A lot of this applies to service jobs like in telecommunications and factory workers. Large corporations would not be the multinational corporations they are without foreign, cheap labor to assemble the products.
We all know that manufacturing in America has suffered over the past few years and that large corporations will continue to conduct business in the most profitable way possible — often at the expense of not only labor wages abroad, but also cutting out service work in the US.
Unless companies change regulations within themselves or international labor laws are taken more seriously, this will not change.
3. Technology has made work more efficient; thus, one person can handle more duties.
Though we all appreciate how quickly we can complete things with high-speed Internet and apps that make everything simple, technology has cut out some necessity of the labor force.
A position as an editor of a magazine is not nearly as time consuming as it used to be.
Before computers, a journalist would have spent a significant amount of time writing an article, sending it to the printers, having the editor read and correct the print version, then sending it back to make additional edits, reprints, etc.
Nowadays, online tools like Google and Wordpress allow sharing work to be automatic, for example. These tools have streamlined the editing process, as well.
Thus, writers and editors have more time to do other things. One salaried writer can write many articles due to the cutback on editing time.
Companies that publish newsletters, blogs, press releases and articles online are also able to hiring freelance writers, which cuts back the number of salaried writers on staff. This is just one example of how some jobs have become less necessary and more competitive.
4. Employers don’t want to spend the time and the money on training.
We have become not only obsessed with efficiency but also with saving money.

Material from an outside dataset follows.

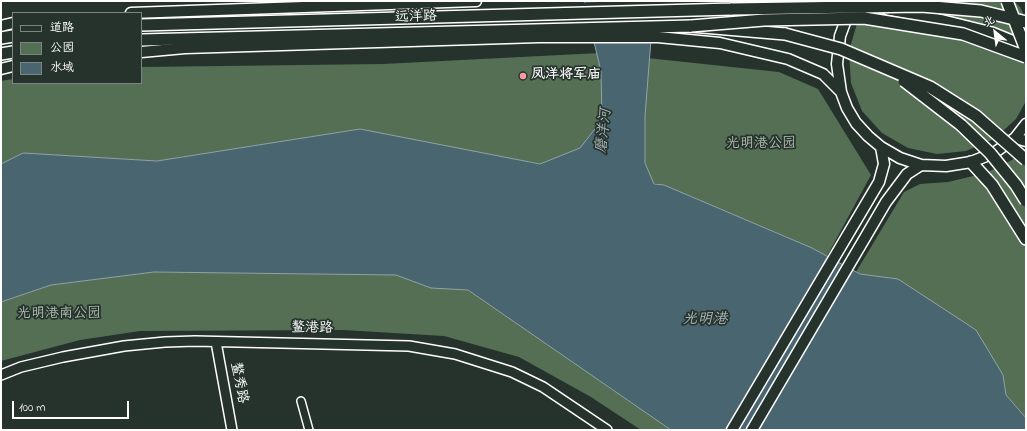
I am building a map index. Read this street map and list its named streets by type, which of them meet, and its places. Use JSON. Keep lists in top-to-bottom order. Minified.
{"streets":{"highway":["远洋路"],"street":["鳌港路","鳌秀路"]},"crossings":[["鳌港路","鳌秀路"]],"water":["磨洋河","光明港"],"parks":["光明港公园","光明港南公园"],"places":["凤洋将军庙"],"legend":["道路","公园","水域"],"scale_bar":"100 m","north":"top left"}
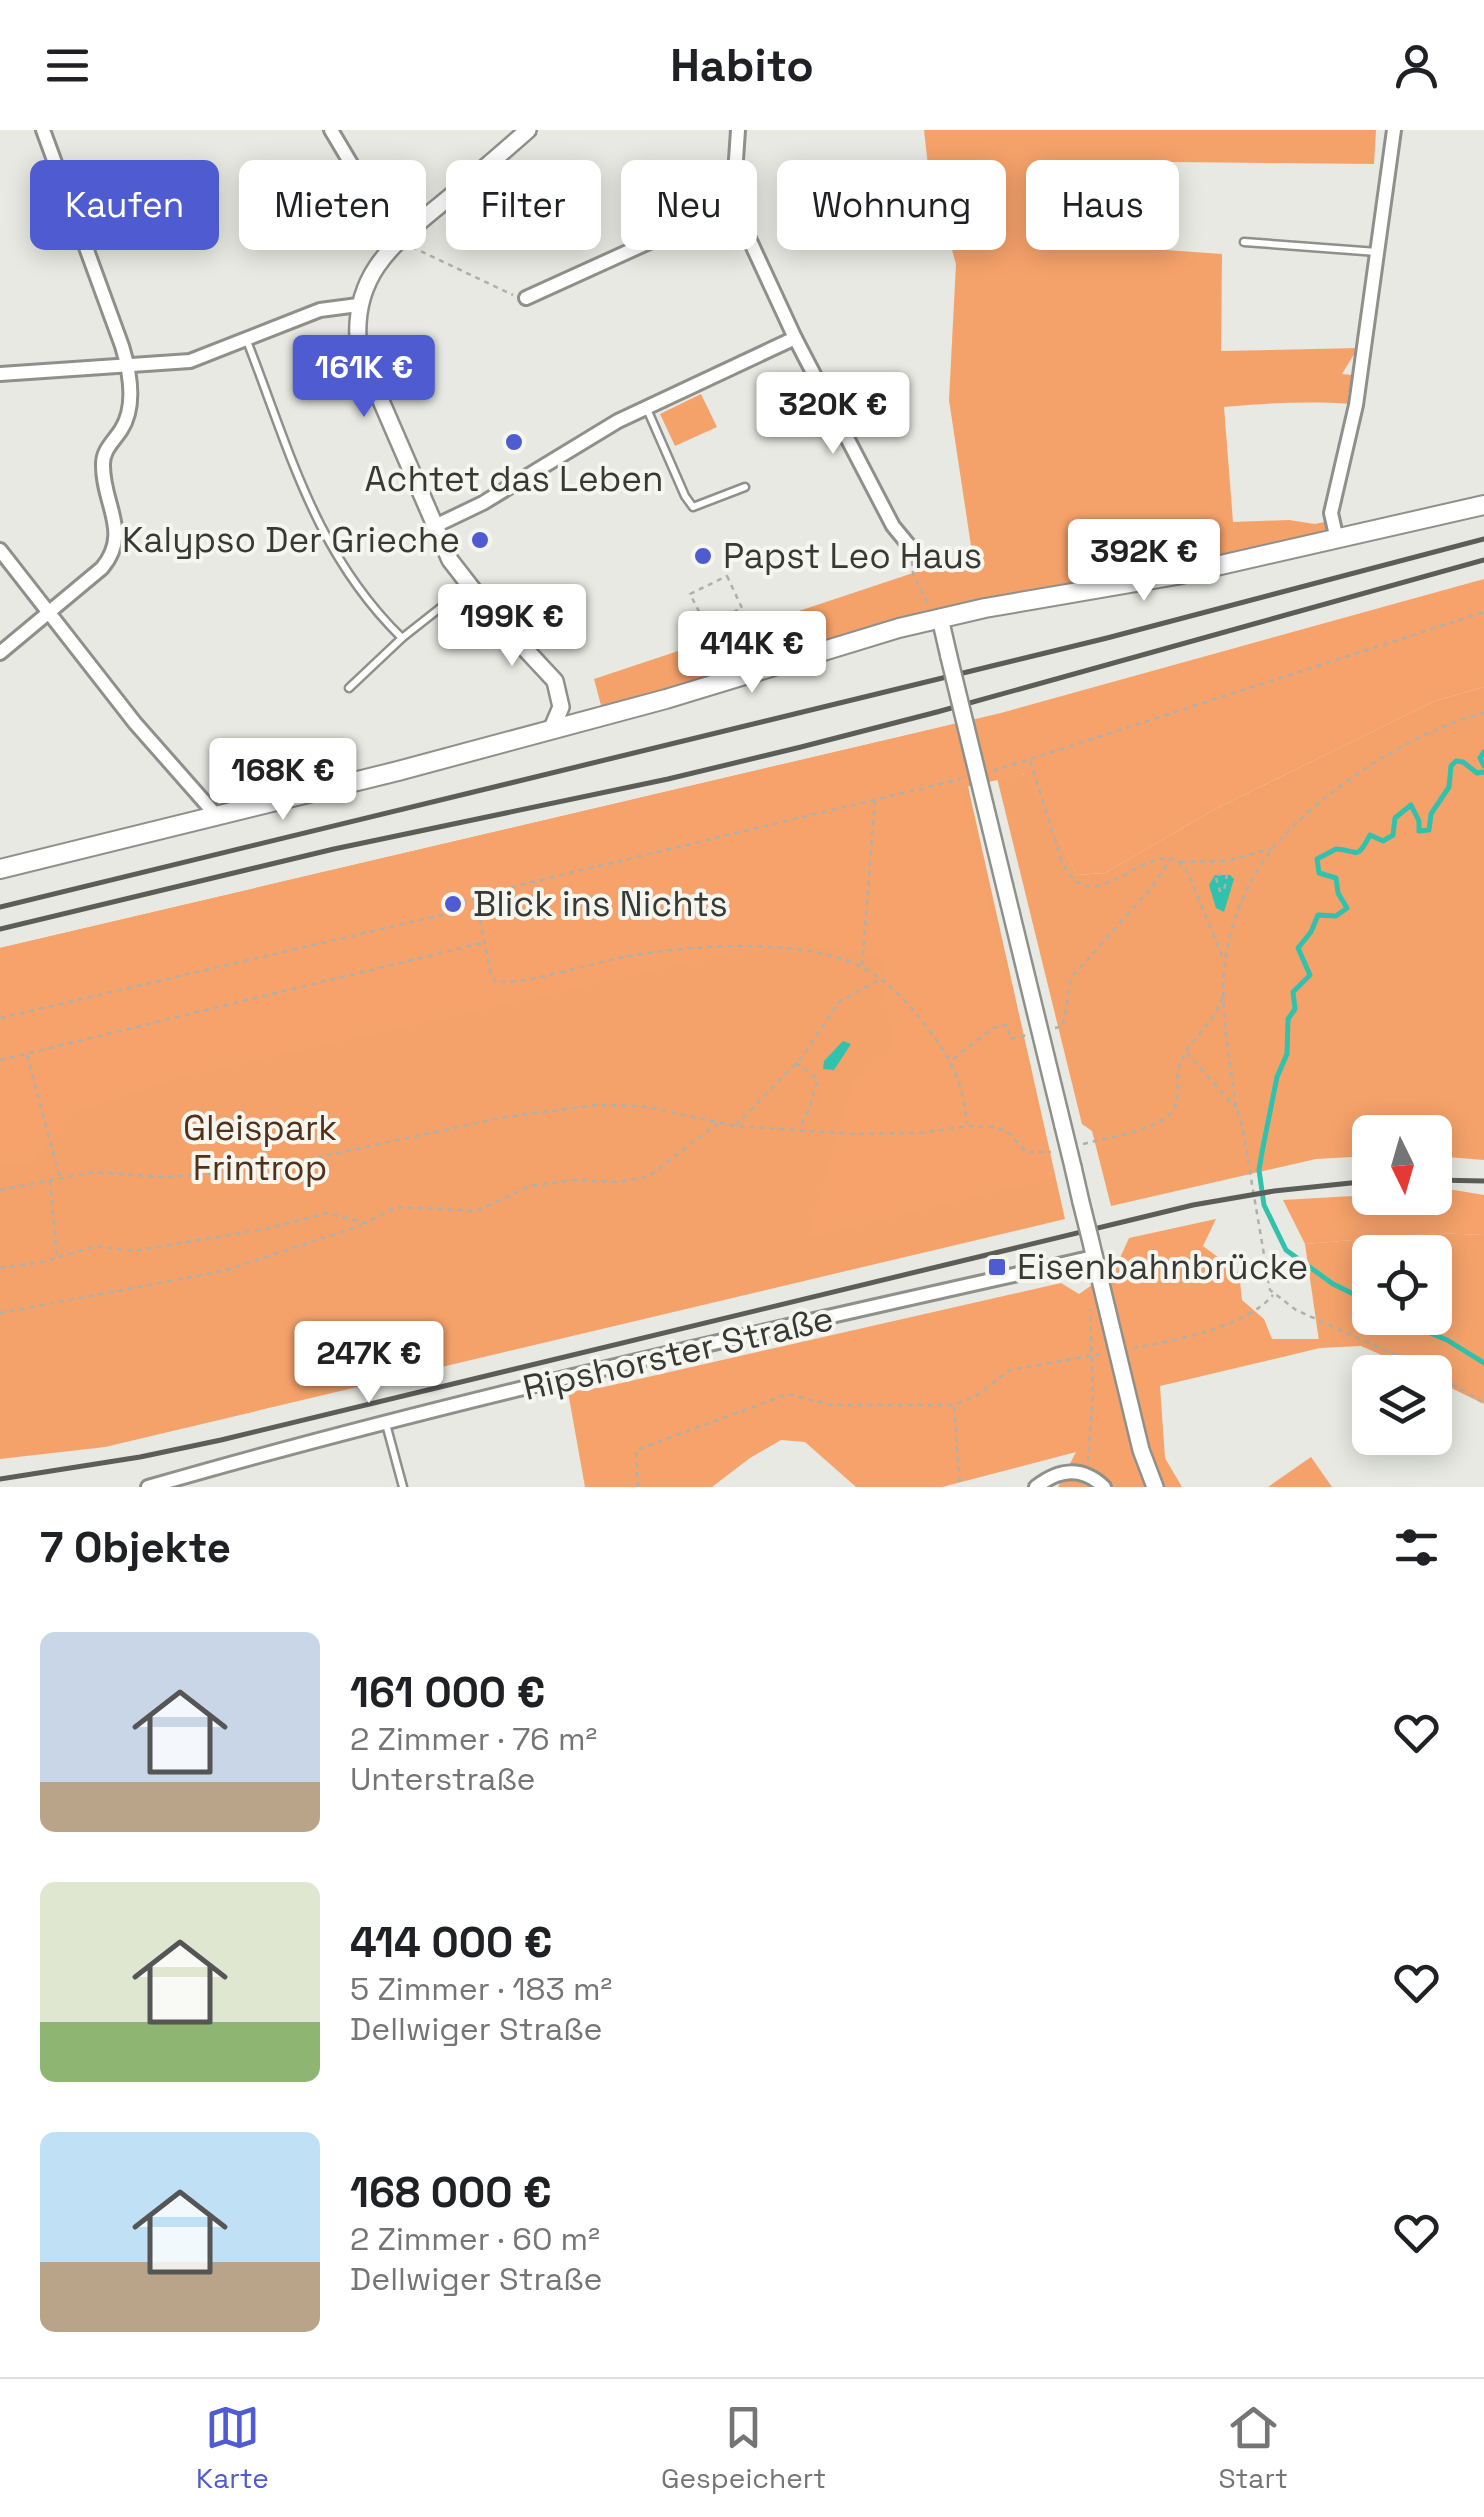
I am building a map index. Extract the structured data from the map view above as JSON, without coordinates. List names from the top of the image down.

Training takes time and money — time is money.
Employers may not be as willing as they used to be to train a new person at entry-level, especially a post-undergraduate student who has minimal experience. I have looked into hundreds of jobs, and have noticed that most jobs require more than two years of experience.
This is also an easy way to cut down the stack of qualified applicants by requiring a certain number of years of experience and special training among applicants for a particular position.
In addition, with a large proportion of unemployed people being older people who have been laid off, there is greater opportunity for employers to seek experienced people for lower compensation.
As we know, finding a job that pays well can be difficult. Basic economics has revealed that there are three types of unemployment that explain the trends: cyclical, structural and frictional.
When GDP growth rate is small or negative, unemployment is high. So, as the US continues to recover from the 2008 financial crisis, in which we saw negative GDP growth rates, unemployment rates are also working to level off.
We may be seeing a shift in employment that is not easy to understand given current economic models, which do not often take into account other factors like technological improvements and shifts in human interest.
The complexities of the economy should not be underestimated as we try to figure out why recent graduates often have trouble finding jobs.
Societies change just as their economic systems do. In times when more and more people may potentially be out of work due to a multitude of factors that cut down the demand for labor, we must think of creative ways to make ends meet.
The survival of recent grads to land well-paid jobs may continue to rely more on creativity in creating their own paid positions.
As Generation-Y seeks to thrive on our passions rather than simply on jobs that make us the most money, we should seize the challenge posed by job scarcity to turn it into an opportunity to create our own jobs to make our lives as fulfilling as possible.